Abstract
Herein we disclose a scalable organo-catalytic direct arylation approach for the regio- and atroposelective synthesis of non-C2-symmetric 2,2′-dihydroxy-1,1′-binaphthalenes (BINOLs). In the presence of catalytic amounts of axially chiral phosphoric acids, phenols and naphthols are coupled with iminoquinones via a cascade process that involves sequential aminal formation, sigmatropic rearrangement, and rearomatization to afford enantiomerically enriched BINOL derivatives in good to excellent yields. Our studies suggest that the (local) symmetry of the initially formed aminal intermediate has a dramatic impact on the level of enantioinduction in the final product. Aminals with a plane of symmetry give rise to BINOL derivatives with significantly lower enantiomeric excess than unsymmetrical ones featuring a stereogenic center. Presumably asymmetric induction in the sigmatropic rearrangement step is significantly more challenging than during aminal formation. Sigmatropic rearrangement of the enantiomerically enriched aminal and subsequent rearomatization transfers the central chirality into axial chirality with high fidelity.

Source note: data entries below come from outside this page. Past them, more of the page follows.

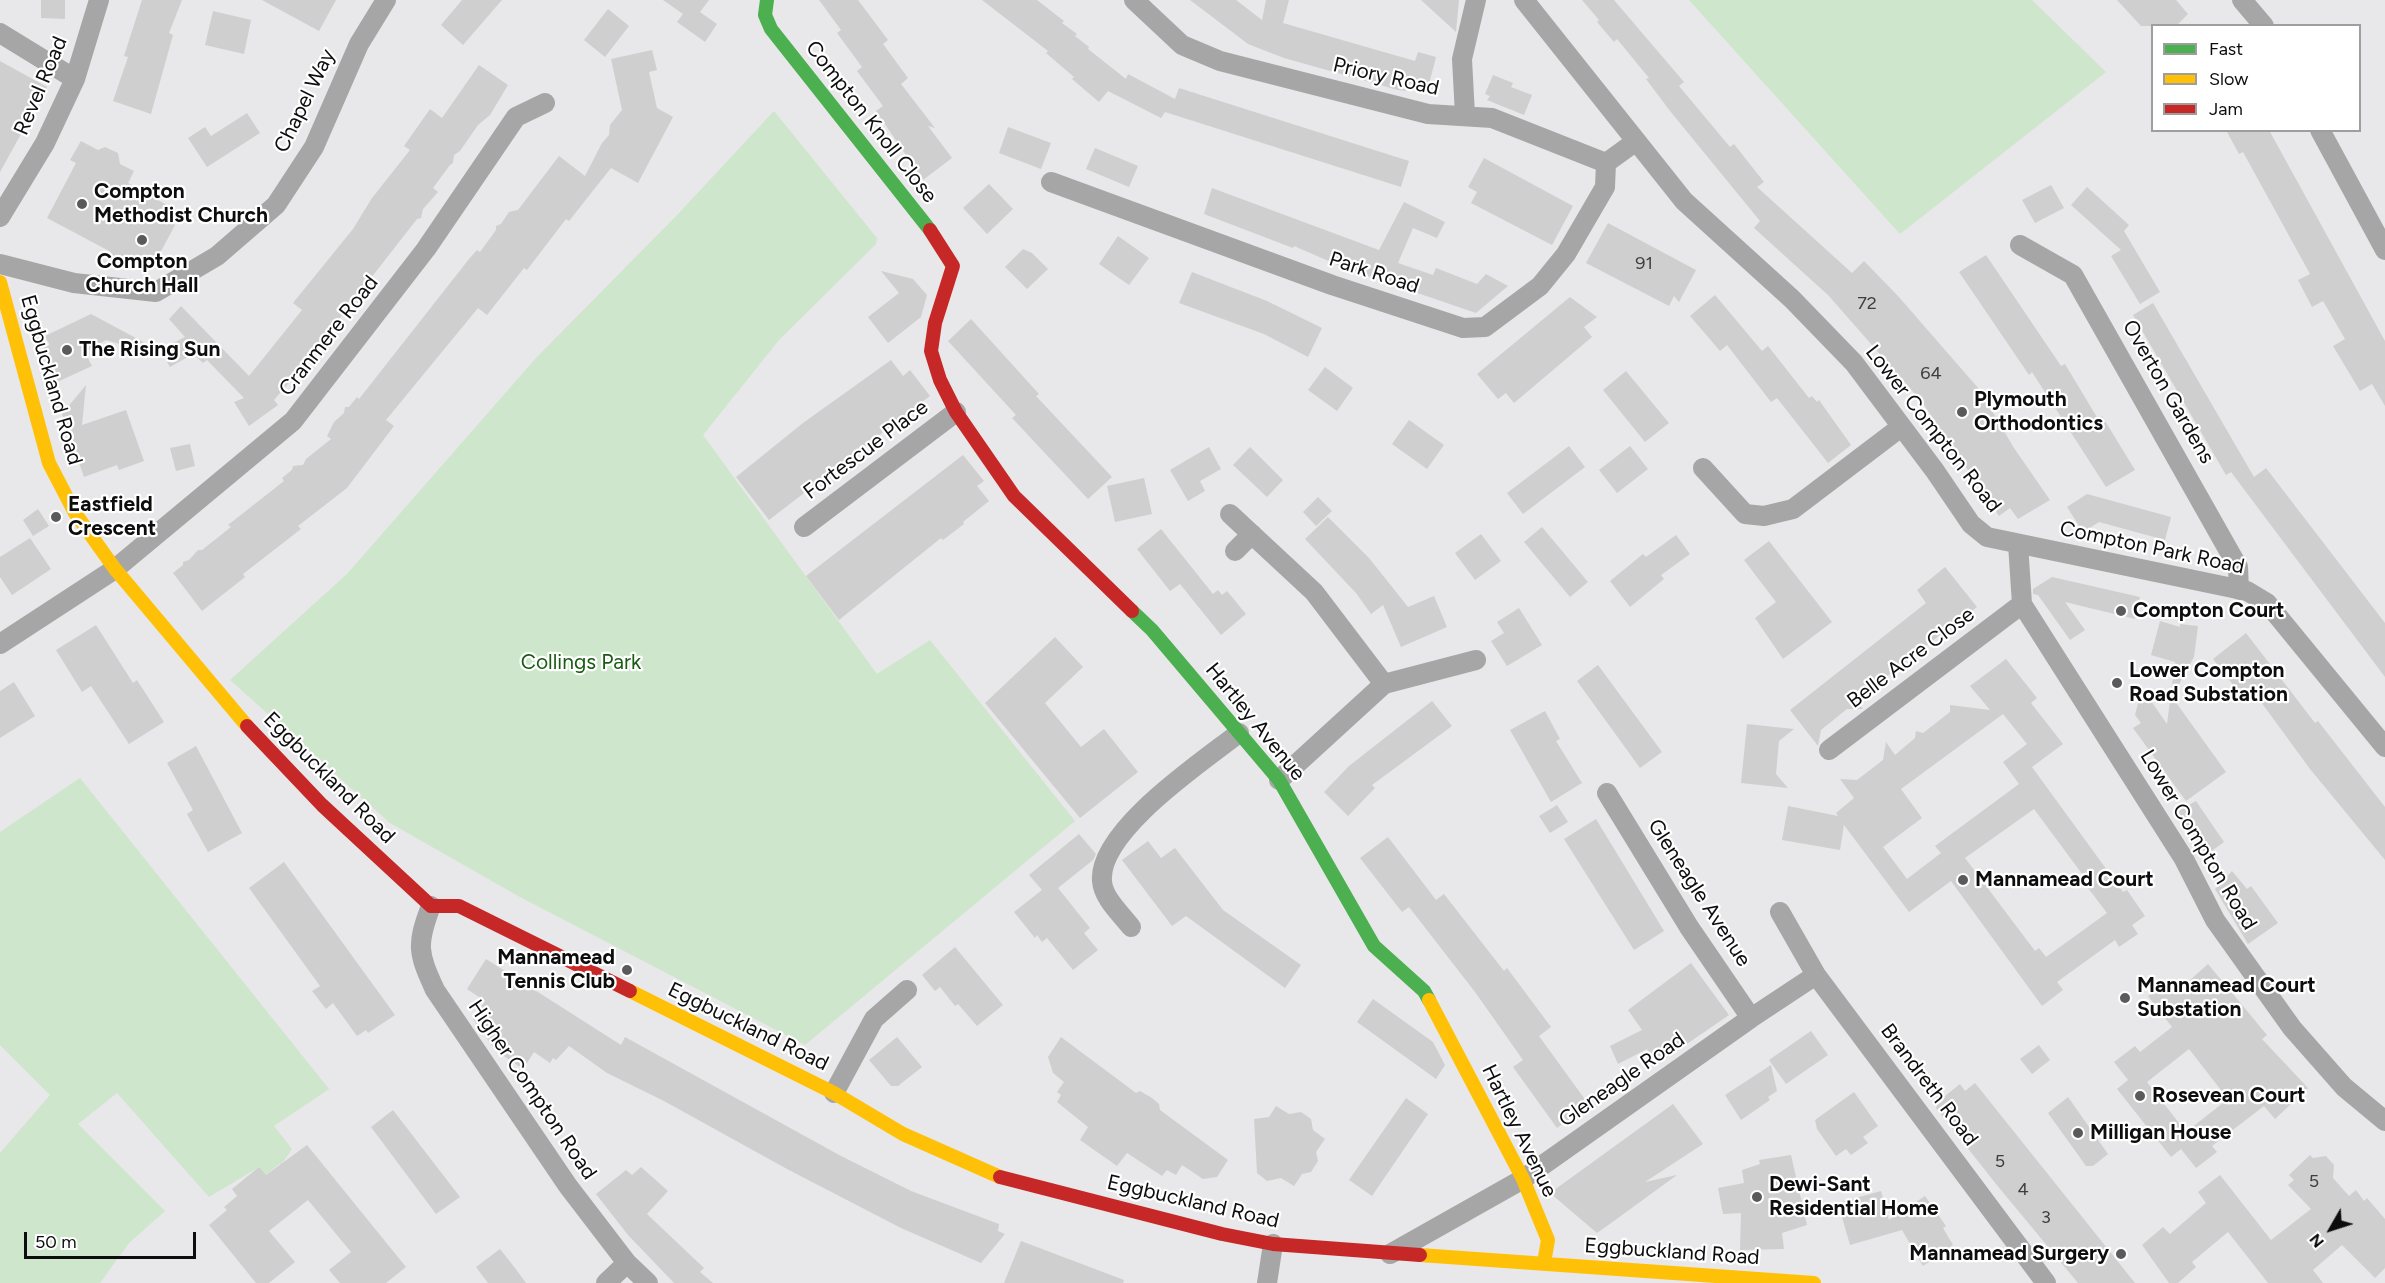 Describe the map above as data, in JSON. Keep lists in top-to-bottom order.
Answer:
{
  "streets": {
    "street": [
      "Priory Road",
      "Revel Road",
      "Chapel Way",
      "Compton Knoll Close",
      "Park Road",
      "Cranmere Road",
      "Eggbuckland Road",
      "Overton Gardens",
      "Lower Compton Road",
      "Fortescue Place",
      "Compton Park Road",
      "Belle Acre Close",
      "Hartley Avenue",
      "Gleneagle Avenue",
      "Gleneagle Road",
      "Brandreth Road",
      "Higher Compton Road"
    ]
  },
  "crossings": [
    ["Priory Road", "Park Road"],
    ["Compton Knoll Close", "Hartley Avenue"],
    ["Cranmere Road", "Eggbuckland Road"],
    ["Eggbuckland Road", "Hartley Avenue"],
    ["Eggbuckland Road", "Gleneagle Road"],
    ["Eggbuckland Road", "Higher Compton Road"],
    ["Overton Gardens", "Compton Park Road"],
    ["Lower Compton Road", "Compton Park Road"],
    ["Lower Compton Road", "Belle Acre Close"],
    ["Fortescue Place", "Hartley Avenue"],
    ["Hartley Avenue", "Gleneagle Road"],
    ["Gleneagle Avenue", "Gleneagle Road"],
    ["Gleneagle Road", "Brandreth Road"]
  ],
  "parks": ["Collings Park"],
  "places": [
    "Compton Methodist Church",
    "Compton Church Hall",
    "The Rising Sun",
    "Plymouth Orthodontics",
    "Eastfield Crescent",
    "Compton Court",
    "Lower Compton Road Substation",
    "Mannamead Court",
    "Mannamead Tennis Club",
    "Mannamead Court Substation",
    "Rosevean Court",
    "Milligan House",
    "Dewi-Sant Residential Home",
    "Mannamead Surgery"
  ],
  "house_numbers": [
    "91",
    "72",
    "64",
    "5",
    "5",
    "4",
    "3"
  ],
  "legend": ["Fast", "Slow", "Jam"],
  "scale_bar": "50 m",
  "north": "bottom left"
} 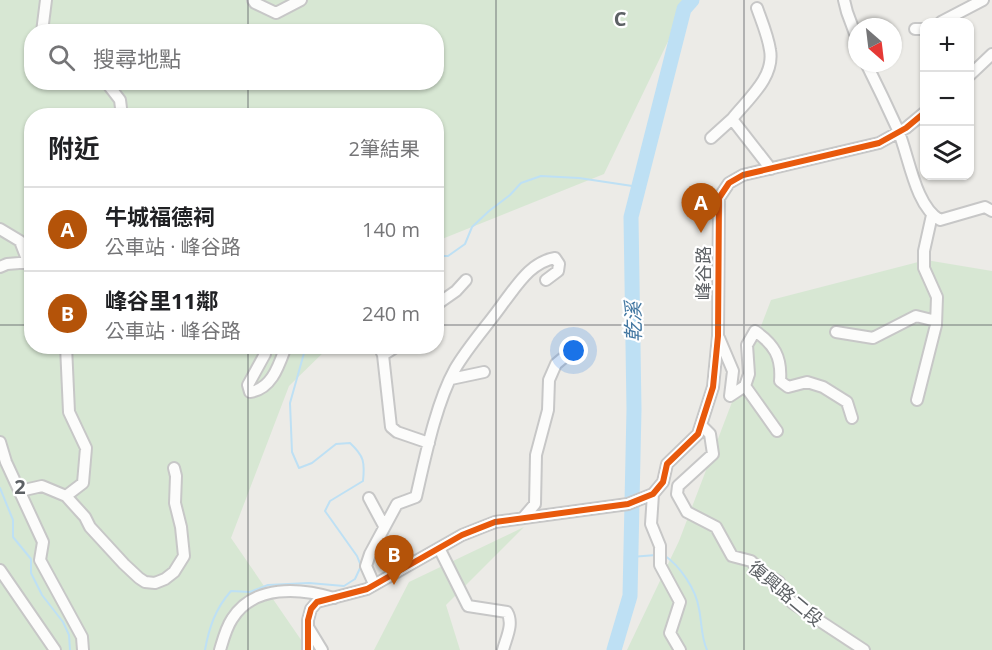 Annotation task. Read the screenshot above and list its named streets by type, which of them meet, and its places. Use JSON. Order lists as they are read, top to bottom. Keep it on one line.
{"streets":{"street":["峰谷路","復興路二段"]},"crossings":[["峰谷路","復興路二段"]],"water":["乾溪"],"north":"bottom right","page":{"map_buttons":["+","−"],"search":"搜尋地點","heading":["附近","2筆結果"],"pins":["A","B"],"list":[{"mark":"A","name":"牛城福德祠","note":"公車站 · 峰谷路","value":"140 m"},{"mark":"B","name":"峰谷里11鄰","note":"公車站 · 峰谷路","value":"240 m"}]},"grid":{"columns":["C"],"rows":["2"]}}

Biaryl compounds that exhibit axial chirality (i.e., hindered rotation about the C–C bond) are common among natural products, pharmaceuticals, ligands, and catalysts (Figure 1A). The ease of racemization in enantiopure biaryls depends on the magnitude of the rotational barrier, which is determined by both the size and number of substituents at the ortho positions flanking the aryl–aryl bond.1 During the past two decades, both C2- and non-C2-symmetric axially chiral biaryl compounds1a–c (e.g., BINAP, BINOL, BINAM, NOBIN, and their derivatives; Figure 1A) have played key roles as ligands for transition metals in the development of catalytic enantioselective transformations.2 In addition to their role as “privileged chiral catalysts”,2j recently it was recognized that controlling the chirality of functionalized biaryl structures will have enormous implications in the future development of pharmaceuticals.3 In view of the importance of biaryls, it is surprising that relatively few methods are available for their atroposelective synthesis in an operationally simple and scalable fashion.4 Current strategies5 include classical resolution of racemic biaryls, desymmetrization of preformed prochiral biaryls, dynamic kinetic resolution of rapidly racemizing preformed chiral biaryls,5c,i transition-metal-catalyzed aryl–aryl coupling,4b,5d de novo construction of an aromatic ring,5b,j and central-to-axial chirality exchange5f,h,k (Figure 1B).
Figure 1.
Organocatalytic atroposelective direct arylation of hydroxyarenes to afford non-C2-symmetric BINOLs.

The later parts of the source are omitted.